Sasha's hands tightened on the rail where she stood, staring into the darkness. She didn't want him seeing her like this. Vulnerable. And yet, he was the only person she could possibly talk to right now. The only person who might understand. Not because he too felt the weight, the responsibility, of sending another to their death, but because he knew her.

He knew that saying goodbye to Danny was tearing her apart.

"We wouldn't have a vaccine right now if Green hadn't stopped Tophet," Tom continued. He paused, his voice dropping. "He won't die in vain, Sasha. We will get it back to the States and stop this thing."

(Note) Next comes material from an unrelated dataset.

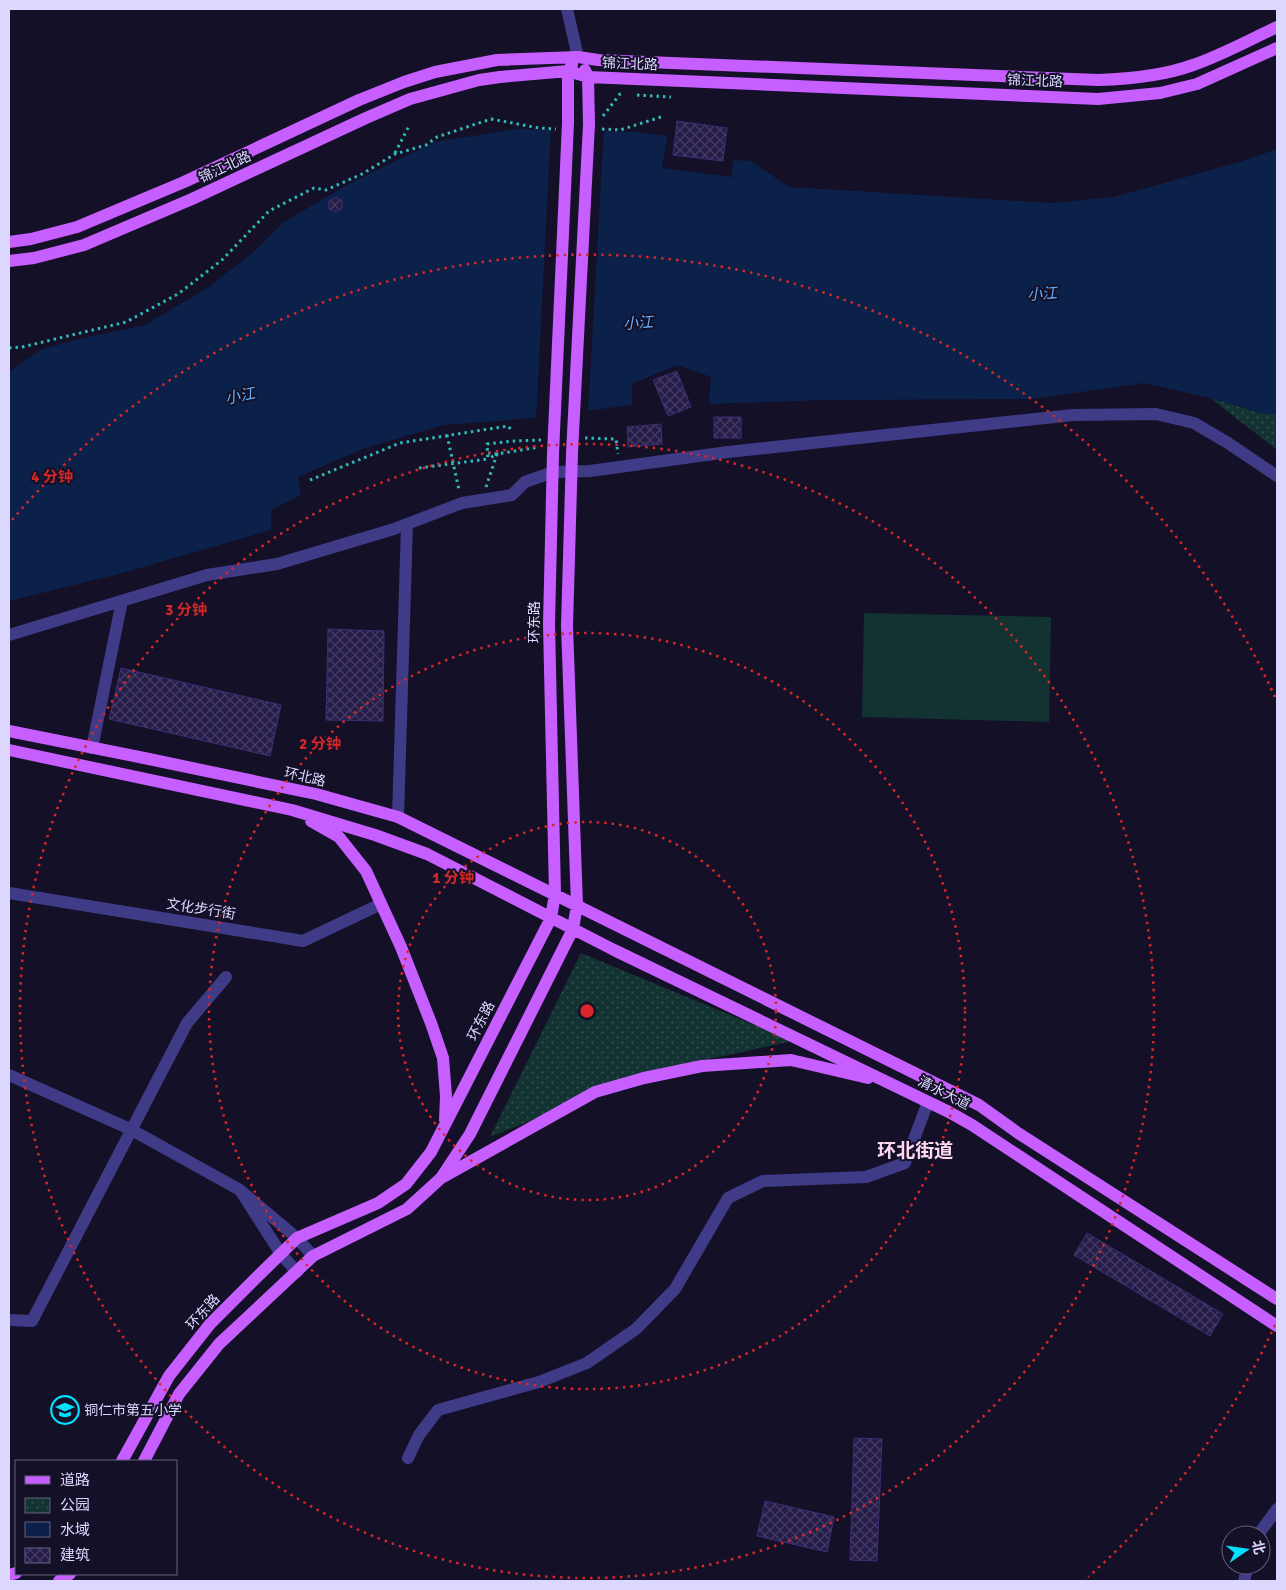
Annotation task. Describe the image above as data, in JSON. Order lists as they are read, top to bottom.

Sasha nodded, having expected nothing less. That was the reason she chose the Nathan James, after all, when the Secretary of Defense approved this trip to the Arctic. Because of Tom. Because Sasha knew that, when the chips were down, Tom would listen to her — no matter how far-fetched her story — and, more importantly, he would do what was necessary to protect Rachel and allow her to continue her work. But what Sasha hadn't considered — or, perhaps, simply hadn't acknowledged — was how hard it would be to see Tom again. To work with him day after day, never more than five-hundred and ten feet apart, always imagining how different things might be if the past wasn't sitting between them like a wedge.

"He's here because of me, Tom. He's dying because of me." Her voice was hoarse and another tear slid down her face. Sasha wrapped her arms around her waist, but it did nothing to banish the ice that formed while she was sitting in that hazmat tent, watching her best friend die. "I have this letter addressed to his parents that I can't even deliver because his mother is already dead. Danny didn't want to come. He..."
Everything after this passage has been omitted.